In the material below, find each line that contains the word "Keep" and copy it.

Entries provided
BEGIN

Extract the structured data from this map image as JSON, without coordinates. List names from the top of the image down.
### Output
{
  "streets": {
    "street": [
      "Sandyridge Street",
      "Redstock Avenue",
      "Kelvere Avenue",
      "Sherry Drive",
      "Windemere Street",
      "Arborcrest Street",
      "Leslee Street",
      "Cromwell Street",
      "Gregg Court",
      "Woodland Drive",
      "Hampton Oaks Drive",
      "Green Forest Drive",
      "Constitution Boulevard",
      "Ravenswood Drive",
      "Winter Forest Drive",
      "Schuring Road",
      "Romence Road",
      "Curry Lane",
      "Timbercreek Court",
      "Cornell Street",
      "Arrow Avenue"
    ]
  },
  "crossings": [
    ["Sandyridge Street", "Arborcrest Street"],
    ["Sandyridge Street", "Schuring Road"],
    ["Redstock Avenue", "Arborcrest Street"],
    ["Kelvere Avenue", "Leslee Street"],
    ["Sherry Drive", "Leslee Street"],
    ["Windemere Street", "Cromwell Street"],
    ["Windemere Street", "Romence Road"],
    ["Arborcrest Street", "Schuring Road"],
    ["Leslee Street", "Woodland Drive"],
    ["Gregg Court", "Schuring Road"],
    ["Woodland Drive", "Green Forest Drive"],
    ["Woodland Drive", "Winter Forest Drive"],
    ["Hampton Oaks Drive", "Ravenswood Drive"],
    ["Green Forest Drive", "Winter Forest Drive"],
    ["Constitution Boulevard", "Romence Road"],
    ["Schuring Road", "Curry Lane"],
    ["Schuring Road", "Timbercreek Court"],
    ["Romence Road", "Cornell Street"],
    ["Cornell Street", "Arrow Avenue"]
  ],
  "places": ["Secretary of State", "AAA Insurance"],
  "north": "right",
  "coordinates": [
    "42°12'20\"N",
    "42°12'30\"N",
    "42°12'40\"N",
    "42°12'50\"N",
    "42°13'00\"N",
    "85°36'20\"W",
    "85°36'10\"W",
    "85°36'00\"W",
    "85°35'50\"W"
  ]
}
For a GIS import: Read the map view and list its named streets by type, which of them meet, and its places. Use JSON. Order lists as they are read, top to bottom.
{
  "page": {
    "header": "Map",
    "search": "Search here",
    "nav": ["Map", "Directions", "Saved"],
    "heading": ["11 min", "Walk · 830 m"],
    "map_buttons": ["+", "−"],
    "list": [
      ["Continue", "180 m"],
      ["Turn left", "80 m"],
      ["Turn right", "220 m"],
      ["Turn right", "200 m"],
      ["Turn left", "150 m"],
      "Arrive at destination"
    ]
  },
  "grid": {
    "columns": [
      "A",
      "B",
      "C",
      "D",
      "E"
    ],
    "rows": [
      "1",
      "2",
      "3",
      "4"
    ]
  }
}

END
BEGIN

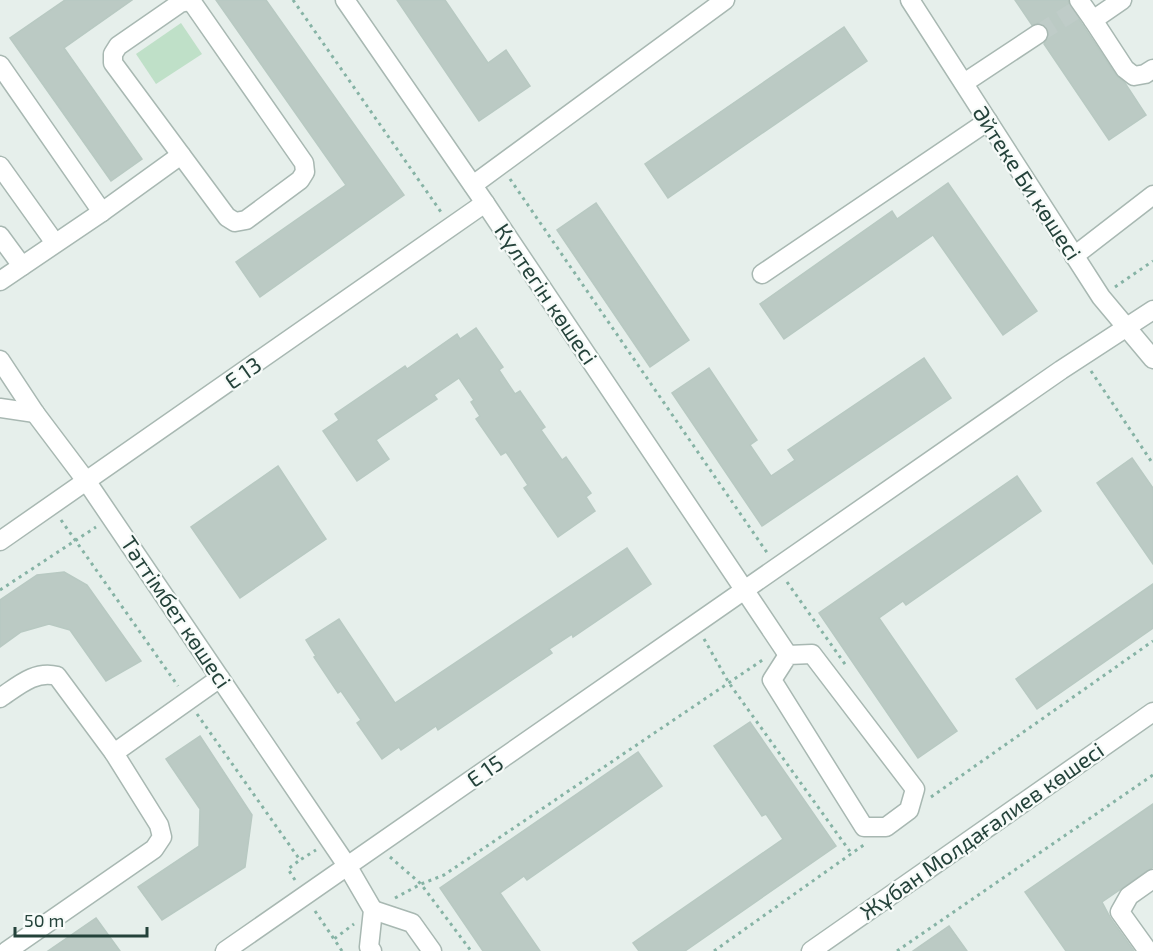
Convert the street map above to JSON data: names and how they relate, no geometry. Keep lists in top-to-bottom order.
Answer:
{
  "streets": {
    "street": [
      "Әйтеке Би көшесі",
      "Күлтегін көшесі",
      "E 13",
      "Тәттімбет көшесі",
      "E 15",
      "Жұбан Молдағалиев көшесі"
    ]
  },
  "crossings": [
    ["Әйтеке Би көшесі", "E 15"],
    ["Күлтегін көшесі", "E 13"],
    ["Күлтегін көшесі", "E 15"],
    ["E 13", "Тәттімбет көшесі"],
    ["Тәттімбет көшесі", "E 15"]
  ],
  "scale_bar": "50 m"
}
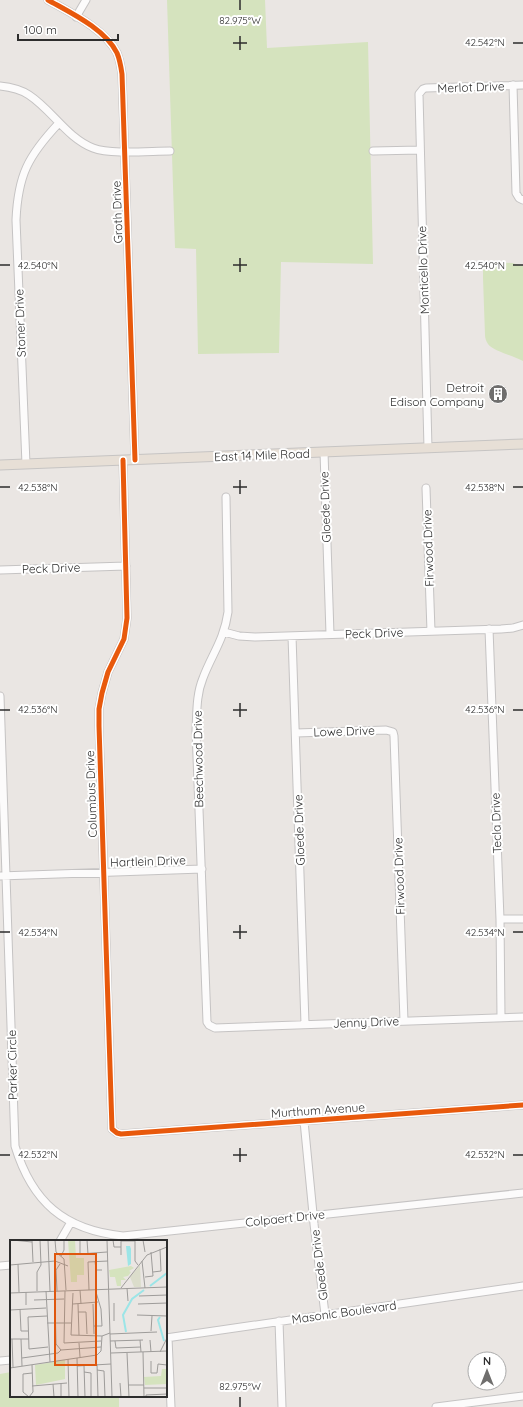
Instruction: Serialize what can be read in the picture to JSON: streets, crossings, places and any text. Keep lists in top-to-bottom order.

END

Your response
Convert the street map above to JSON data: names and how they relate, no geometry. Keep lists in top-to-bottom order.
Instruction: Serialize what can be read in the picture to JSON: streets, crossings, places and any text. Keep lists in top-to-bottom order.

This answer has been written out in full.